* [WHAT IS NEEDED] Which lines of the data contain the string "shadow"? Copy every one of them.

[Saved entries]

>>>>>

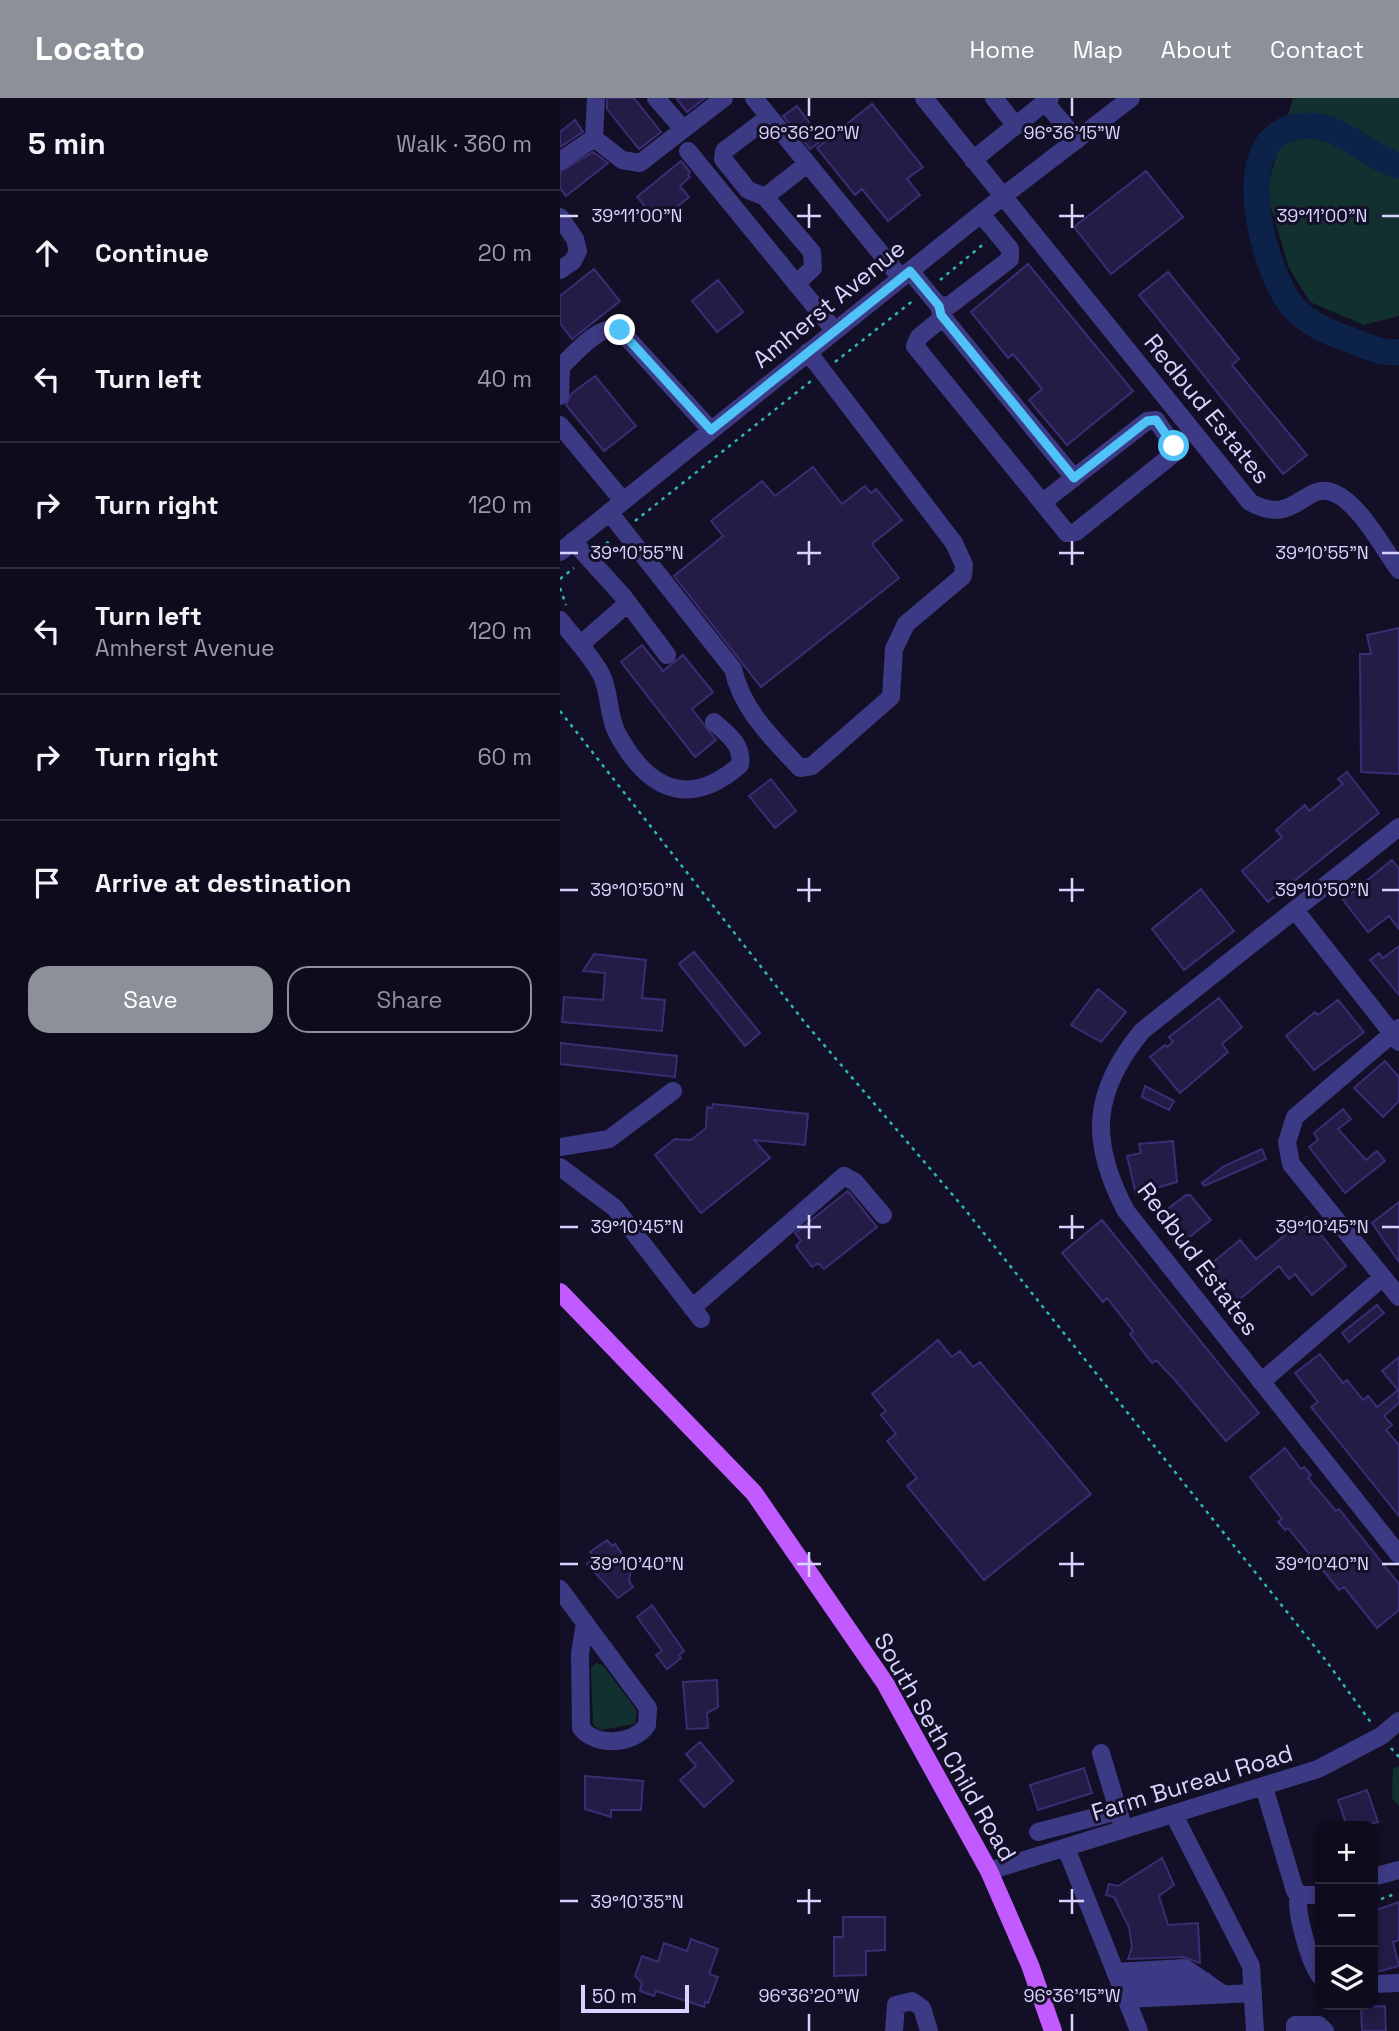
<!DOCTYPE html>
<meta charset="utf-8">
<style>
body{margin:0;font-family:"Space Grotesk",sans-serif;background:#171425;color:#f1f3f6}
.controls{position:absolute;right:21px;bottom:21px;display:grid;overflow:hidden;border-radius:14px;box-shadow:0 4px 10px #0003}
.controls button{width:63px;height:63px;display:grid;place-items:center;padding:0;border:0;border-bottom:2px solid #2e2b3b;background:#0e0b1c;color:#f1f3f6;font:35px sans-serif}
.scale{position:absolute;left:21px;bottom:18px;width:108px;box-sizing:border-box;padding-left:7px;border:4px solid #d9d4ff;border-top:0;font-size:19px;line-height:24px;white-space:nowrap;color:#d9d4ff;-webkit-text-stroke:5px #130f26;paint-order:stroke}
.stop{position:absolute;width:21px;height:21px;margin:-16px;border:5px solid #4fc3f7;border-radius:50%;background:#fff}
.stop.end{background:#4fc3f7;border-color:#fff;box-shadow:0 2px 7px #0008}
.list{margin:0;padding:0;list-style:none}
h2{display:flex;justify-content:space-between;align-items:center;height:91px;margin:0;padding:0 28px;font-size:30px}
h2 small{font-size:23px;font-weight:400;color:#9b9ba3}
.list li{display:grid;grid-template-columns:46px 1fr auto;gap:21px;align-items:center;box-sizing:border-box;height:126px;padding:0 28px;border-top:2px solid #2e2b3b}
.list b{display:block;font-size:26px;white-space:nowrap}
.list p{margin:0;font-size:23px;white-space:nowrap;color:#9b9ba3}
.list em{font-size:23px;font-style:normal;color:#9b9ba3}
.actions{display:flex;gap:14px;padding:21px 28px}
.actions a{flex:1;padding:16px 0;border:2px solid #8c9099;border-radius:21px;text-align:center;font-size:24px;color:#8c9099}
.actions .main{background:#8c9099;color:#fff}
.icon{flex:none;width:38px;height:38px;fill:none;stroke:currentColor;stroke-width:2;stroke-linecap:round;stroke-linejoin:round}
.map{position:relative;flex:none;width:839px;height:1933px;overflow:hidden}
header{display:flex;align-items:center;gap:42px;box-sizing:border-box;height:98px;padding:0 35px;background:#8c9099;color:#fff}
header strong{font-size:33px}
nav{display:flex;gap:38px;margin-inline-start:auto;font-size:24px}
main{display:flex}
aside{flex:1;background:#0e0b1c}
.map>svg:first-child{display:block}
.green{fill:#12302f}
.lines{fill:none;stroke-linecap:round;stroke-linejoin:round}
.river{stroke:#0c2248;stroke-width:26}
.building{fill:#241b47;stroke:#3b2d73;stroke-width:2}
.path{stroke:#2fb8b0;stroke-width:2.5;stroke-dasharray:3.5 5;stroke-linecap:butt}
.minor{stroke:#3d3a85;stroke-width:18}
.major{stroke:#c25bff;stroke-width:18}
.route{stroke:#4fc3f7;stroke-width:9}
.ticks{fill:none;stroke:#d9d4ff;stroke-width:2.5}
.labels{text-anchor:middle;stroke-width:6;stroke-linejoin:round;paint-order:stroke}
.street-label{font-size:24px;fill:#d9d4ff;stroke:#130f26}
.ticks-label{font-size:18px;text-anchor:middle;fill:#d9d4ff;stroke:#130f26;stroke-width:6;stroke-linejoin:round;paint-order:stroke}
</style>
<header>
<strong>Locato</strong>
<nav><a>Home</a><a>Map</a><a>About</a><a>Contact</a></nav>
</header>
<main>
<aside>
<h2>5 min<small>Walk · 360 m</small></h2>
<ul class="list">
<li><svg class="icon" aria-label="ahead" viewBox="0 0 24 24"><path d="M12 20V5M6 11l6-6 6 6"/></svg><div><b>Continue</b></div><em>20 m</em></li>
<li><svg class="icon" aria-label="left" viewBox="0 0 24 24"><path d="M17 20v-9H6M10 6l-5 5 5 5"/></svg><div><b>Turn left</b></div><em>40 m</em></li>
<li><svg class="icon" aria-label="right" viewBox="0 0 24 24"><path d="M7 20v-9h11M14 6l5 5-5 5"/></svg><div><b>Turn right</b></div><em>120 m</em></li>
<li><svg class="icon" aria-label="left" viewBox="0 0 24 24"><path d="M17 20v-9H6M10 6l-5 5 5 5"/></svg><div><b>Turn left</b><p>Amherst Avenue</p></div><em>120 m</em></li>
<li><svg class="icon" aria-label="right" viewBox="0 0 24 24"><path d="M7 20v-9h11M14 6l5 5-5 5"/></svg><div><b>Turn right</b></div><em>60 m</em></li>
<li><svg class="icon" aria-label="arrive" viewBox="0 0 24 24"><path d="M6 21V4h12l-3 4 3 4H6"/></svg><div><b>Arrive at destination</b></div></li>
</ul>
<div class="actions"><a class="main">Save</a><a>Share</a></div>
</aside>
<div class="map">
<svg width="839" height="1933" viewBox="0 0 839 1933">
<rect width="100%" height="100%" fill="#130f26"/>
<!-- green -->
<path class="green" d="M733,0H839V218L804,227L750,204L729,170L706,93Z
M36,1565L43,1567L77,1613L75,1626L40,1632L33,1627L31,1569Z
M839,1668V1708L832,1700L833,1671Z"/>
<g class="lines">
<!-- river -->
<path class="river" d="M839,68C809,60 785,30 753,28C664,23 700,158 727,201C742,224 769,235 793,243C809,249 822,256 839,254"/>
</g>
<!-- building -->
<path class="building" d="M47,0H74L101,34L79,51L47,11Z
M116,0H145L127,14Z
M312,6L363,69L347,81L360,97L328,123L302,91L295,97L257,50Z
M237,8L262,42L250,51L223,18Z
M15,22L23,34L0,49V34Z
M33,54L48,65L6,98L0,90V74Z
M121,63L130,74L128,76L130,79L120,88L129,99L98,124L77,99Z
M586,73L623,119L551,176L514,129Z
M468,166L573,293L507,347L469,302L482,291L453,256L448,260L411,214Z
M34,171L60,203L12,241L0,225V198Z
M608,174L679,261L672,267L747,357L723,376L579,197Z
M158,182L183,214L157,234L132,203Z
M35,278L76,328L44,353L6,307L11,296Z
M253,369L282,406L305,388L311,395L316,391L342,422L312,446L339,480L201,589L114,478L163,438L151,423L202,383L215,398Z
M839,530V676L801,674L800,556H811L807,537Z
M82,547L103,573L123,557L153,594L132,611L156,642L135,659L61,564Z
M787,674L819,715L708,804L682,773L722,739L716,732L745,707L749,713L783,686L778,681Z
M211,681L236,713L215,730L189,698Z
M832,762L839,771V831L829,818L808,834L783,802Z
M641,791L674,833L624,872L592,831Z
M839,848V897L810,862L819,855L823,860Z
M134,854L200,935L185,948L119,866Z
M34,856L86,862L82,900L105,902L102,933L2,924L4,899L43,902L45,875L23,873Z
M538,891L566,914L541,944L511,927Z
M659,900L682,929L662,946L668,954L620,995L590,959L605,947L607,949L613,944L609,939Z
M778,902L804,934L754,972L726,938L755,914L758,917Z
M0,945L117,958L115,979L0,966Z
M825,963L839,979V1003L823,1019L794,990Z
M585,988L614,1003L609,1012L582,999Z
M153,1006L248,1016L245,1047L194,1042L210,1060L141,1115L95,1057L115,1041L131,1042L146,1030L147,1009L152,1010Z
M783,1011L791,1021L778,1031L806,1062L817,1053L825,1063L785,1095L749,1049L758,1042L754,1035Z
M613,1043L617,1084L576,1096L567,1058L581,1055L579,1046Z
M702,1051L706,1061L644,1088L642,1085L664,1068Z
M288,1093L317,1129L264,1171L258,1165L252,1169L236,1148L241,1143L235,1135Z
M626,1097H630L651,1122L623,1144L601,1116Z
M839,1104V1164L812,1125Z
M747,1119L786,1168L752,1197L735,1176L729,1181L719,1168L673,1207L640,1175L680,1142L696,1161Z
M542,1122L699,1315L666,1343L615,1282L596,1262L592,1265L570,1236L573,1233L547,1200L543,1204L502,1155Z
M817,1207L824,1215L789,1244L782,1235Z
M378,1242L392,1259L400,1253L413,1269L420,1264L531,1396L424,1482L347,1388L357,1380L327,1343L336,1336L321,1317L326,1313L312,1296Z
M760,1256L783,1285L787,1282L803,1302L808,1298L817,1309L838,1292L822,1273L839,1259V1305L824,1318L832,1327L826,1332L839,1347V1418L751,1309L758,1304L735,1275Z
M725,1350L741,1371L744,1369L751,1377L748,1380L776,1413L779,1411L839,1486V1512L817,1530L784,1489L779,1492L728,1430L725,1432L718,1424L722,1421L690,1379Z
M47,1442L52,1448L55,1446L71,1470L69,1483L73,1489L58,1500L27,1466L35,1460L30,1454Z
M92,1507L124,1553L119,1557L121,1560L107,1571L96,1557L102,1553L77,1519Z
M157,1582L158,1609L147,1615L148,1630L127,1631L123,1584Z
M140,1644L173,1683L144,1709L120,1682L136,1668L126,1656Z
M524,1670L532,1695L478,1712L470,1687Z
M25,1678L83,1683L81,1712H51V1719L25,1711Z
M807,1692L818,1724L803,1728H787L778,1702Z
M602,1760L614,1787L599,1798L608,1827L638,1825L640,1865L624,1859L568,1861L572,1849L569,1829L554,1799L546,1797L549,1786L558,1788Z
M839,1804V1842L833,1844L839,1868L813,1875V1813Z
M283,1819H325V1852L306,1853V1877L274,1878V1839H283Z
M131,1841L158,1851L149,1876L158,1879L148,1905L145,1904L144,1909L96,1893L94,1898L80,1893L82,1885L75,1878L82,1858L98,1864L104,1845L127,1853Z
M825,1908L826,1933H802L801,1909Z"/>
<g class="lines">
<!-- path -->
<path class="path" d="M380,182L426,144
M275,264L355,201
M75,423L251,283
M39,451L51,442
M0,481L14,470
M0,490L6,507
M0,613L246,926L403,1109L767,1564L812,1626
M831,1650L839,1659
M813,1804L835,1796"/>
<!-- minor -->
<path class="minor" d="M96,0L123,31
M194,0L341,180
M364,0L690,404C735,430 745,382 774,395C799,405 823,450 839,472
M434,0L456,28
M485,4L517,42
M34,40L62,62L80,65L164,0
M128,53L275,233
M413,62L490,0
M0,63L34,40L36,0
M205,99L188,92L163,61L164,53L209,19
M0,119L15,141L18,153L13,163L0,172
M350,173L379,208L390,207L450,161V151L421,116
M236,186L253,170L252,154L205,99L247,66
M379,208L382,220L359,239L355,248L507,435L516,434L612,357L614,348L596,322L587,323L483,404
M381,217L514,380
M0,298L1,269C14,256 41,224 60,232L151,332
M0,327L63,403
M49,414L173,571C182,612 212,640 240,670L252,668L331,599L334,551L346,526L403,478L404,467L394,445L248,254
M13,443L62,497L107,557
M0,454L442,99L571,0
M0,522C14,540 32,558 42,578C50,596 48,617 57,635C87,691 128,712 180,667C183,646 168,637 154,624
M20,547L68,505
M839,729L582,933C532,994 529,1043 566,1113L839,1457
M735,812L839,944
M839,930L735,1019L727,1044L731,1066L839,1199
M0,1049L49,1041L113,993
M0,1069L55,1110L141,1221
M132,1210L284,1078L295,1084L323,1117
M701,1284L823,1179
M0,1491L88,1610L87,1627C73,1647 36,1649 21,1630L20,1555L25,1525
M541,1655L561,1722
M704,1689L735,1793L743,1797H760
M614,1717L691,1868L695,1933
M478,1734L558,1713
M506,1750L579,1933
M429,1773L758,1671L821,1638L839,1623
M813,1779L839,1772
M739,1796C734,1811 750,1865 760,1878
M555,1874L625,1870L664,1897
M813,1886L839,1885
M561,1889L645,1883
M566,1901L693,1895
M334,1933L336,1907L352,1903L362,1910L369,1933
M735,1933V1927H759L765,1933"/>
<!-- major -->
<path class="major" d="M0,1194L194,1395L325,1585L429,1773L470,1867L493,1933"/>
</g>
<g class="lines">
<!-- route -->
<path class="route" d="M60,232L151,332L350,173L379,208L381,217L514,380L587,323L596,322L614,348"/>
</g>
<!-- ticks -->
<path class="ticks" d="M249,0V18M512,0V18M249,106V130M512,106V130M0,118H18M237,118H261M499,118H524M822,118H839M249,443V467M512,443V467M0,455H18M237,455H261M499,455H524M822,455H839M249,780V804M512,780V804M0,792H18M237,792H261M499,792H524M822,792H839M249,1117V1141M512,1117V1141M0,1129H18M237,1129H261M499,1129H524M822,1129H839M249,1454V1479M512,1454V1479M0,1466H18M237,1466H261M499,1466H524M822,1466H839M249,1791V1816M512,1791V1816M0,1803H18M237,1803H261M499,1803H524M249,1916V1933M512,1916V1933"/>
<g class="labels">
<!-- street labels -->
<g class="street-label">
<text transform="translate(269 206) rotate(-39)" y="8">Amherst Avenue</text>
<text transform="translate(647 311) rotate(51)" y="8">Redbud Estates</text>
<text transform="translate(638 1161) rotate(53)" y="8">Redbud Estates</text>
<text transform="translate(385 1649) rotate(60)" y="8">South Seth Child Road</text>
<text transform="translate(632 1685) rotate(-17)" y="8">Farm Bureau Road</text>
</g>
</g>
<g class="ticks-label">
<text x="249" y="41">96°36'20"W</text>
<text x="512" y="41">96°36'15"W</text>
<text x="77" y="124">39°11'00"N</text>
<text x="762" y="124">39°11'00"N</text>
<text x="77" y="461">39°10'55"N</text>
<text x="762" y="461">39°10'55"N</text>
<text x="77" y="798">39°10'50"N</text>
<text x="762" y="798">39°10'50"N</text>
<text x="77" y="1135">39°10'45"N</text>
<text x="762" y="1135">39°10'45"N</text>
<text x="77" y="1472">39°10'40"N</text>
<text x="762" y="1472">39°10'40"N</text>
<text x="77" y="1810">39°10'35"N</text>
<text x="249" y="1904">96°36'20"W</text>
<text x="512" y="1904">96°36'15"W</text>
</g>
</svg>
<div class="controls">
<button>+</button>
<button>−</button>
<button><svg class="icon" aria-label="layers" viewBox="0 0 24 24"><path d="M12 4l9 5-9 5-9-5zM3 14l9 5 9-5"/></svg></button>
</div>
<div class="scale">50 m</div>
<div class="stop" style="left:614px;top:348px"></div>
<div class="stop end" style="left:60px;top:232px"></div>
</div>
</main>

<<<<<

* [RESPONSE TO THIS EXERCISE]
.controls{position:absolute;right:21px;bottom:21px;display:grid;overflow:hidden;border-radius:14px;box-shadow:0 4px 10px #0003}
.stop.end{background:#4fc3f7;border-color:#fff;box-shadow:0 2px 7px #0008}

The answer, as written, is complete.